Having3 - You can afford to go private. So give state ed a go. If it doesn't work out then you can always pull the ejector seat handle.

And I would recommend that you give it a shot. I've got a DD in the local state primary. It's fine. DD No 2 will follow. It's hard when people are advising you to take what the private sector love to market as the "safe option", but at this stage you lose nothing by trying the state sector out, no matter what the fear-mongers may be saying.

On a personal level:

  • I could go private
  • My political convictions mean I'd personally rather stick needles in my eyes
  • Don't see how being rude to people trying to make up their own minds helps though
  • Think some would rather have clear battlelines drawn than encourage middle-class involvement in the state sector
  • Find this personally utterly baffling as an attitude
socharlotte · 16/10/2012 13:37

In my job I work with lots of children every week, partly in schools.The schools in the affluent village tend to have lots of children who are very full of themselves.precocious and pushy.It is really refreshing sometimes to go to schools in a more disadvantaged area where the children, although perhaps more challenging in some ways , are generally much more pleasant and respectful and kinder to one another.

ChazsBrilliantAttitude · 16/10/2012 14:08

I would look at a whole range of factors. I think people in certain parts of London have a very different view of what is a normal level of FSM and EAL. Our local primary is 50%+ FSM and over 76% EAL. The problem I had with that was not the absolute numbers but there was a large cohort of children from a particular minority / language group so I could see a risk of an us and them culture. My DS belong to that minority / language group and I was concerned that they wouldn't mix outside much outside DH's community. (The position is skewed because 3 of 5 primaries closest to us are Christian and DH's community is Muslim so there are proportionately more non-Christians in the community schools).

If you have a school that is too much of a monoculture I don't think its healthy and the prep school that the DS goes to is more diverse.

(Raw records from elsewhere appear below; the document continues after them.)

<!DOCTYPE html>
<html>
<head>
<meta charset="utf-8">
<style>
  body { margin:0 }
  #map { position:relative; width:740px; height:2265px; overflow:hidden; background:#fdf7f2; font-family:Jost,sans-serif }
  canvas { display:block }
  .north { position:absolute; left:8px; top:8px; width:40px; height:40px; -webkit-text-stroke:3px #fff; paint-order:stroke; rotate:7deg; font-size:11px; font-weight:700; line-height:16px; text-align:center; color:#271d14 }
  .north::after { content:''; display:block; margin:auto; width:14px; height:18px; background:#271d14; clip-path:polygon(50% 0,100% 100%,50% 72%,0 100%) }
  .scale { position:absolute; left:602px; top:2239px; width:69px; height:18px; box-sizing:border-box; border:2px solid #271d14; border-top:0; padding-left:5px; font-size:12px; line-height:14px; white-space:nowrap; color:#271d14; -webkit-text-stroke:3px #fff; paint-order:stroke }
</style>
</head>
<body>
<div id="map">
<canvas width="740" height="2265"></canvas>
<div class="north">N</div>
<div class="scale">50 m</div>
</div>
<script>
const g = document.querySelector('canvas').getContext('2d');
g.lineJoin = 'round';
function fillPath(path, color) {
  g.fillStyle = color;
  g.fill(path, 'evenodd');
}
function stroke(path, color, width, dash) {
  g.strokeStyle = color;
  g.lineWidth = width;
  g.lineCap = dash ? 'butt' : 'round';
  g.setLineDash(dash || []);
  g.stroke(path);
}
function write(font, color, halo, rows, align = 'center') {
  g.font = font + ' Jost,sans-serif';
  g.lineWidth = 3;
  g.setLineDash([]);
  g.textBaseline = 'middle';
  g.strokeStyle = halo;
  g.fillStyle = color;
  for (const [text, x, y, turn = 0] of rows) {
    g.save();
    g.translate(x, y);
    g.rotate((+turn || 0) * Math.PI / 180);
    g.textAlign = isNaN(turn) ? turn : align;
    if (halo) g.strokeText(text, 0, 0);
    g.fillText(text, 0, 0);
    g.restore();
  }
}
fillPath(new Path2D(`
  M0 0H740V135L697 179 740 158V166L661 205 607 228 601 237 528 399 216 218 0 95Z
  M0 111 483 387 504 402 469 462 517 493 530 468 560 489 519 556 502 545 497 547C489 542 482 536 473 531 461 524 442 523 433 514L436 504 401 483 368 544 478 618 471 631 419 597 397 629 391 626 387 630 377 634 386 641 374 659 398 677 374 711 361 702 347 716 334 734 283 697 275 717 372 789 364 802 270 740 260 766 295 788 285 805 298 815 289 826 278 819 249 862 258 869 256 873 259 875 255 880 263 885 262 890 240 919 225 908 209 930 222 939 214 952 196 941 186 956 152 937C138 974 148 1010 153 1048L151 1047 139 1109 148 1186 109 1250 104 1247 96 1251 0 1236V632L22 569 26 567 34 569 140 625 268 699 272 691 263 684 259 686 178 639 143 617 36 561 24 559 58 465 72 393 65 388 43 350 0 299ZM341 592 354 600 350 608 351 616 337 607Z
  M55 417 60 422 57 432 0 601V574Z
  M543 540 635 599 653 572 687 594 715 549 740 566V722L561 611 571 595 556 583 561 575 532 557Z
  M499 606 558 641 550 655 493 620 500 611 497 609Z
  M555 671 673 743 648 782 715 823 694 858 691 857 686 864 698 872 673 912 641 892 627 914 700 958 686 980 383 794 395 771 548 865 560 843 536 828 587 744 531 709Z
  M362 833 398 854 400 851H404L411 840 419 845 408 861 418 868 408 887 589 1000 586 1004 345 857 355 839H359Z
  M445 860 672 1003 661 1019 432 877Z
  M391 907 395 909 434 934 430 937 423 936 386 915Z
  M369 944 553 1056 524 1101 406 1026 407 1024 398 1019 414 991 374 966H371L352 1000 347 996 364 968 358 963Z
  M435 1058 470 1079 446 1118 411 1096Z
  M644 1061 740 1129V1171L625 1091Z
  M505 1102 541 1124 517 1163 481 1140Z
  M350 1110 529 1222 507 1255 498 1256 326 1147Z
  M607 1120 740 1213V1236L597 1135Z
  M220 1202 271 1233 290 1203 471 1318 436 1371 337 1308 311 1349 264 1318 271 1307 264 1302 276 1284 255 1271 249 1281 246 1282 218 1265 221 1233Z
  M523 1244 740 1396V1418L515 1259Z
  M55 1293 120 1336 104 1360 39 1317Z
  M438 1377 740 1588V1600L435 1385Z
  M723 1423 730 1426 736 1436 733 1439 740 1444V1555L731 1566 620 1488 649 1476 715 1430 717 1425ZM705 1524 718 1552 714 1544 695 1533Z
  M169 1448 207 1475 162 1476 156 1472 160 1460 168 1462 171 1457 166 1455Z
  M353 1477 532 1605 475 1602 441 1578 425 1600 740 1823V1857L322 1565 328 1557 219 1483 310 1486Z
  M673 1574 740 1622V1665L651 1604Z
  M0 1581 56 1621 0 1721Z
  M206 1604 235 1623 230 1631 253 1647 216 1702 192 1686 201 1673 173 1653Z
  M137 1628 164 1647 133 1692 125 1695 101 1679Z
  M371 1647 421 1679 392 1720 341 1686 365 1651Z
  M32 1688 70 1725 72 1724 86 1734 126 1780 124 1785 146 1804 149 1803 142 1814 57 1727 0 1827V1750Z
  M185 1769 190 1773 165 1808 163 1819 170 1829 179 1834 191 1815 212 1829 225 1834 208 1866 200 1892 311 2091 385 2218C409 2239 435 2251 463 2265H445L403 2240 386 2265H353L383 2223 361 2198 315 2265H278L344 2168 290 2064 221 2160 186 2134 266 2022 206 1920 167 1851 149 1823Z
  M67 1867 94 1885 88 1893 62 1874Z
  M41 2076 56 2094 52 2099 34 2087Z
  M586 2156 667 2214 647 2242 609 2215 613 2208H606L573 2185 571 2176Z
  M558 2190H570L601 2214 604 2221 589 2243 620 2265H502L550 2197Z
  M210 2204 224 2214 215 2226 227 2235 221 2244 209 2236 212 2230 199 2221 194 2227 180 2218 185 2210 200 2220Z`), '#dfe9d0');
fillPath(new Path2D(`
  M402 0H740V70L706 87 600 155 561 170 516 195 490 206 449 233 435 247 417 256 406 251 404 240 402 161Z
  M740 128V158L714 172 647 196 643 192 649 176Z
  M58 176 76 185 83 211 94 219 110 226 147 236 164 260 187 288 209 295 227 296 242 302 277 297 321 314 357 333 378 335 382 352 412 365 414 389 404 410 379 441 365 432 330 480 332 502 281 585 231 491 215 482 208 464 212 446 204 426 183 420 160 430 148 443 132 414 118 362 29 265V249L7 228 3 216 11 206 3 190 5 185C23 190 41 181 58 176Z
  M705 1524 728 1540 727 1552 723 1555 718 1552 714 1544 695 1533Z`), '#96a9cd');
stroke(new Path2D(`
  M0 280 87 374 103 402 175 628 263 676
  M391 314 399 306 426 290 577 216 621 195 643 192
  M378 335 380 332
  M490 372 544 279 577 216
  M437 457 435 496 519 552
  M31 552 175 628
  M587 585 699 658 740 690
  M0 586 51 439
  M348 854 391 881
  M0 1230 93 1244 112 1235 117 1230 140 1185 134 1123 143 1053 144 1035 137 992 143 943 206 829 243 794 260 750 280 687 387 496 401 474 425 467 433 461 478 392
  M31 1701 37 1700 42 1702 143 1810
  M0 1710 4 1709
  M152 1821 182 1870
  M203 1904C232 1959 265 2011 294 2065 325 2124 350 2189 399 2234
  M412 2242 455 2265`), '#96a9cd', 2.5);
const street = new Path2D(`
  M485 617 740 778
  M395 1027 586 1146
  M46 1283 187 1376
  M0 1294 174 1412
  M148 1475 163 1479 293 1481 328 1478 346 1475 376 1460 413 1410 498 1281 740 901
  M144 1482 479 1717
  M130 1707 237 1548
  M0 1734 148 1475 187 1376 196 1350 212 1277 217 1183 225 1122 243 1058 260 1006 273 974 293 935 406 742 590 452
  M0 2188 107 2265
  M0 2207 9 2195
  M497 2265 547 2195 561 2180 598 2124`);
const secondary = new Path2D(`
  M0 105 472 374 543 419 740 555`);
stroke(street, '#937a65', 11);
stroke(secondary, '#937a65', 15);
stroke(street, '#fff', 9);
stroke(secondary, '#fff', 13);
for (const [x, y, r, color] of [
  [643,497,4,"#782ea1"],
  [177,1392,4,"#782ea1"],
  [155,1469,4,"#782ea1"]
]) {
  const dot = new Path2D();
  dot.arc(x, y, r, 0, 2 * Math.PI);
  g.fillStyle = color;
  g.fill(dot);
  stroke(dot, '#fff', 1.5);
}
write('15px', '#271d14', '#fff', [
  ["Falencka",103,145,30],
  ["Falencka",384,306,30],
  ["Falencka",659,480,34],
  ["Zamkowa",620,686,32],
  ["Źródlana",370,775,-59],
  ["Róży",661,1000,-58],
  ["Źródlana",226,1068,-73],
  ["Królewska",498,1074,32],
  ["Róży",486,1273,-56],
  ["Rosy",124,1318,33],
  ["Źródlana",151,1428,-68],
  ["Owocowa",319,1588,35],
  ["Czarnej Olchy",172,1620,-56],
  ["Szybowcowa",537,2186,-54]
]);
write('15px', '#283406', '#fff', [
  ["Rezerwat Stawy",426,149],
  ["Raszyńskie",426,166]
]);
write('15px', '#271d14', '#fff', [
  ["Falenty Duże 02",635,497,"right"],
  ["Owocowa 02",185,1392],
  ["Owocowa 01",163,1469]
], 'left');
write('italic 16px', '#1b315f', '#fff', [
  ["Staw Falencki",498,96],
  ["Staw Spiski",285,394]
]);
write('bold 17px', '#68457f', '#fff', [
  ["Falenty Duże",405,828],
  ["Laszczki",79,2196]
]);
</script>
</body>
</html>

The other things that put me off the school were lack of facilities (very little outside space) and its results. Not just the 76% reaching level 4 but also the Value Added of 100.2 which suggests that the performance of the school is little better than average. I don't think this can just be due to the level of deprivation in the area because absences were around or below the national average which suggests parents were supportive of education.

So
Is the school diverse or dominated by one or two groups?
Are the facilities good enough? e.g. if you have a child that loves playing football then a lack of playing fields might be an issue.
What are the results like?
What is the value added like?
Do you like the school, its staff and atmosphere?
How close is the private school?
Do you like it?
How comfortably can you afford it?
What are secondaries like in the area and would it make more sense to spend the money on secondary education?